[Work order] Every entry needs to be duplicated exactly.

Collected data entries
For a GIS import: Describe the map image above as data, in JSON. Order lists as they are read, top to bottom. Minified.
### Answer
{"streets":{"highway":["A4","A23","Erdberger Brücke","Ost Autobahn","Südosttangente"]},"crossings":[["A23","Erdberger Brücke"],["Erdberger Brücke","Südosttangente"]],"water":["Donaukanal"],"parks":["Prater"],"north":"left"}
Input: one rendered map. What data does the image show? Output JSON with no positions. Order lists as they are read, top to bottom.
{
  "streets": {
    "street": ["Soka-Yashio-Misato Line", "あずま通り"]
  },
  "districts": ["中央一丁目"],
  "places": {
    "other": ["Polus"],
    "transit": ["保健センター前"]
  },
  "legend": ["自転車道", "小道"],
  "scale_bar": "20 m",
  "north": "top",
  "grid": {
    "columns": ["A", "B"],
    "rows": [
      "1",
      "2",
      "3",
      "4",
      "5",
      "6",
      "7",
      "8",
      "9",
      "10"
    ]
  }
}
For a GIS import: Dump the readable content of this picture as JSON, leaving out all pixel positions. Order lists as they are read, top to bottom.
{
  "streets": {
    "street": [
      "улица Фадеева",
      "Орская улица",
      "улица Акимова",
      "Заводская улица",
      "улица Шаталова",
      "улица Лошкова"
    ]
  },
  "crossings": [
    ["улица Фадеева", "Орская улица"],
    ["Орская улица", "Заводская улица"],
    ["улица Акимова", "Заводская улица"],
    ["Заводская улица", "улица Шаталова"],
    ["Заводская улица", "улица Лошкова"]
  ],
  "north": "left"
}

[Written solution]
For a GIS import: Describe the map image above as data, in JSON. Order lists as they are read, top to bottom. Minified.
### Answer
{"streets":{"highway":["A4","A23","Erdberger Brücke","Ost Autobahn","Südosttangente"]},"crossings":[["A23","Erdberger Brücke"],["Erdberger Brücke","Südosttangente"]],"water":["Donaukanal"],"parks":["Prater"],"north":"left"}
Input: one rendered map. What data does the image show? Output JSON with no positions. Order lists as they are read, top to bottom.
{
  "streets": {
    "street": ["Soka-Yashio-Misato Line", "あずま通り"]
  },
  "districts": ["中央一丁目"],
  "places": {
    "other": ["Polus"],
    "transit": ["保健センター前"]
  },
  "legend": ["自転車道", "小道"],
  "scale_bar": "20 m",
  "north": "top",
  "grid": {
    "columns": ["A", "B"],
    "rows": [
      "1",
      "2",
      "3",
      "4",
      "5",
      "6",
      "7",
      "8",
      "9",
      "10"
    ]
  }
}
For a GIS import: Dump the readable content of this picture as JSON, leaving out all pixel positions. Order lists as they are read, top to bottom.
{
  "streets": {
    "street": [
      "улица Фадеева",
      "Орская улица",
      "улица Акимова",
      "Заводская улица",
      "улица Шаталова",
      "улица Лошкова"
    ]
  },
  "crossings": [
    ["улица Фадеева", "Орская улица"],
    ["Орская улица", "Заводская улица"],
    ["улица Акимова", "Заводская улица"],
    ["Заводская улица", "улица Шаталова"],
    ["Заводская улица", "улица Лошкова"]
  ],
  "north": "left"
}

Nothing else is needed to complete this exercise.